• **Problem to work on**: Omit every picture and write out the rest of the records exactly.

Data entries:

────────────────

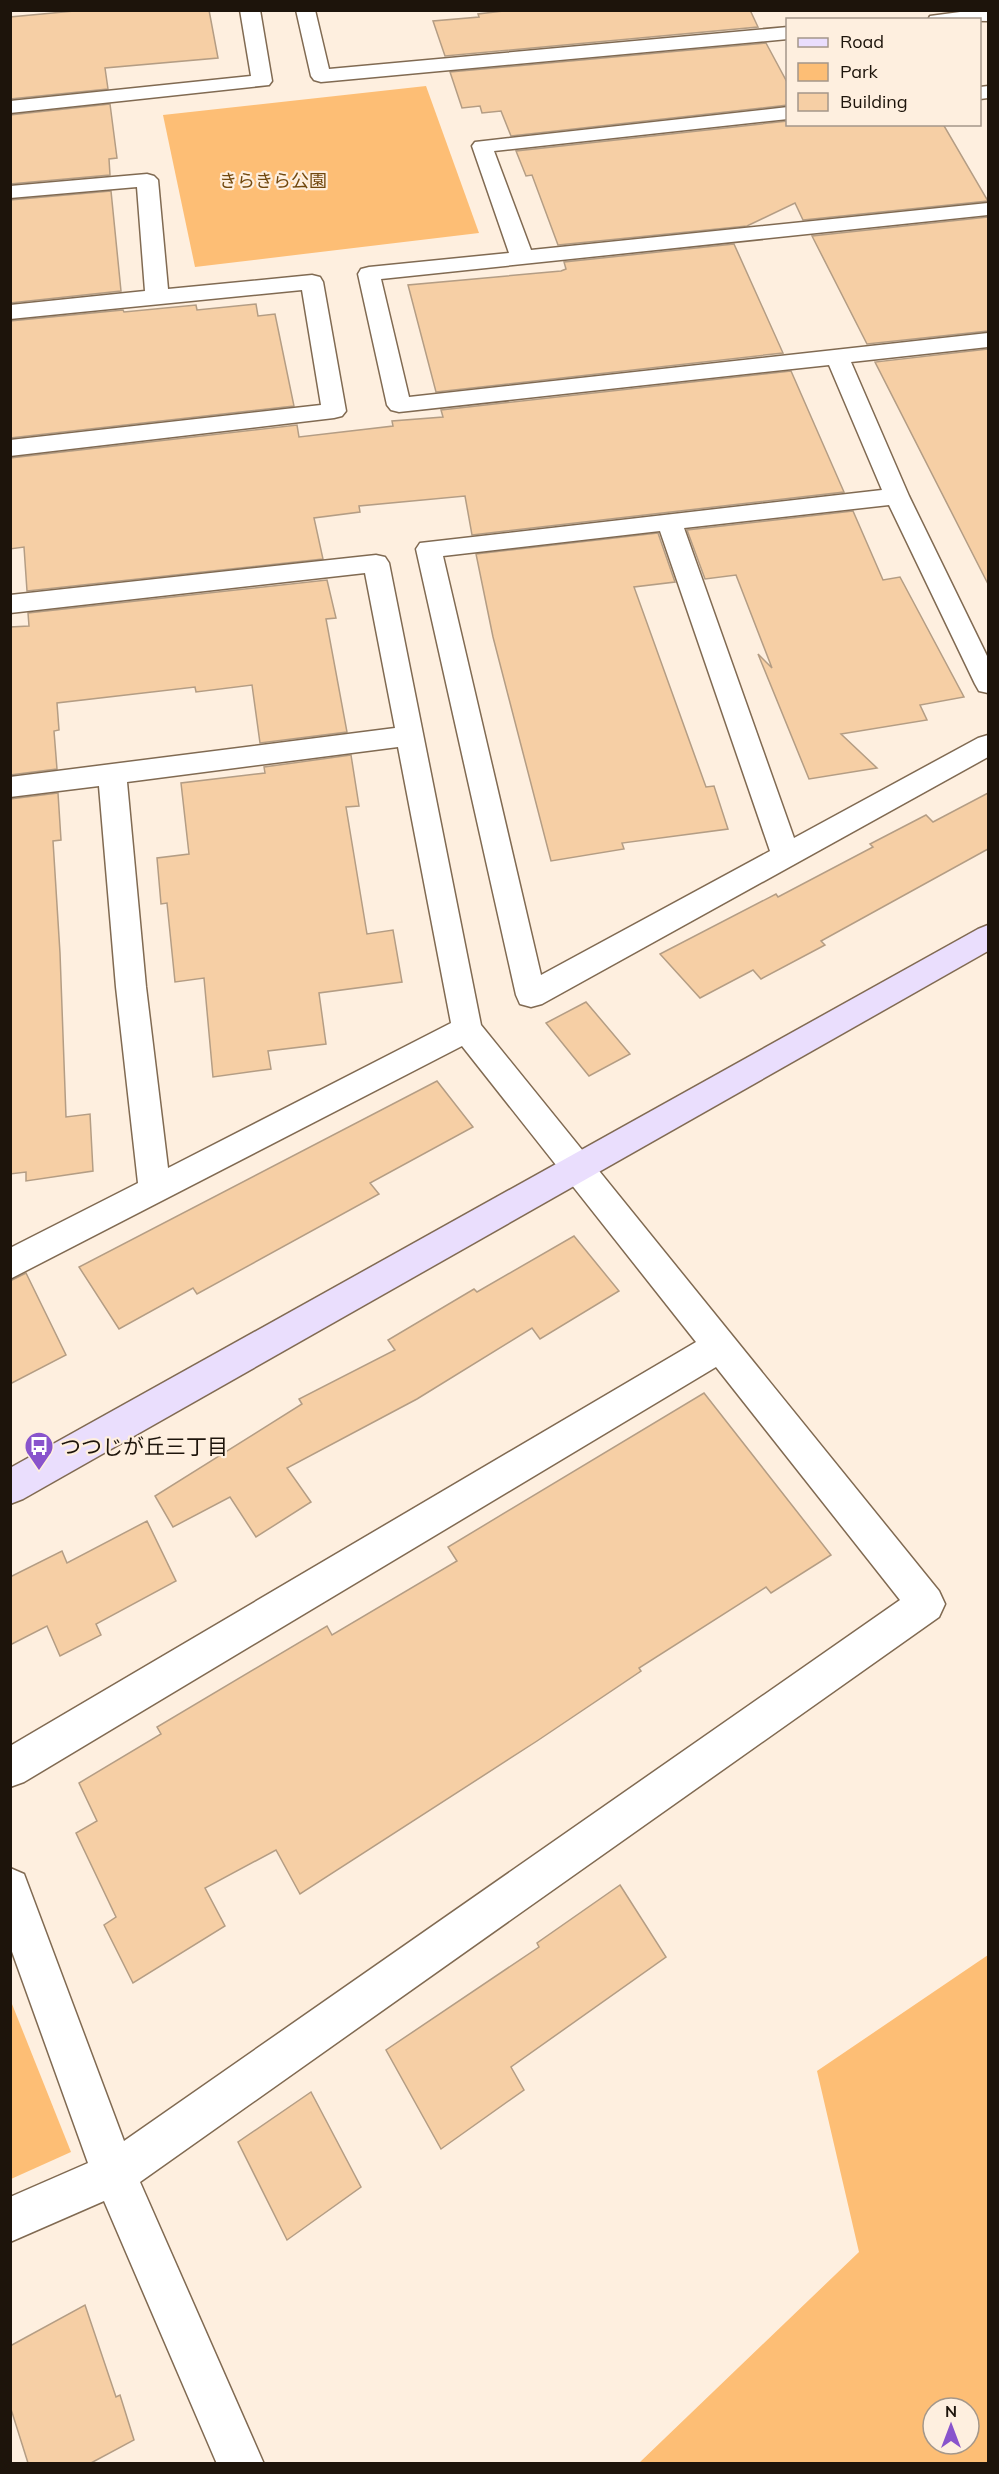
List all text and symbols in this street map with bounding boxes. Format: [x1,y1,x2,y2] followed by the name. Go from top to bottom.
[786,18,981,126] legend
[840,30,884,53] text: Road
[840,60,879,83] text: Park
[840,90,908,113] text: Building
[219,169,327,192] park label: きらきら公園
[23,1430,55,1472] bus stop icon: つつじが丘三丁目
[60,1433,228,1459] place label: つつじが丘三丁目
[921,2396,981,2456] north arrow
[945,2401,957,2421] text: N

────────────────

• **Your solution**:
List all text and symbols in this street map with bounding boxes. Format: [x1,y1,x2,y2] followed by the name. Go from top to bottom.
[786,18,981,126] legend
[840,30,884,53] text: Road
[840,60,879,83] text: Park
[840,90,908,113] text: Building
[219,169,327,192] park label: きらきら公園
[23,1430,55,1472] bus stop icon: つつじが丘三丁目
[60,1433,228,1459] place label: つつじが丘三丁目
[921,2396,981,2456] north arrow
[945,2401,957,2421] text: N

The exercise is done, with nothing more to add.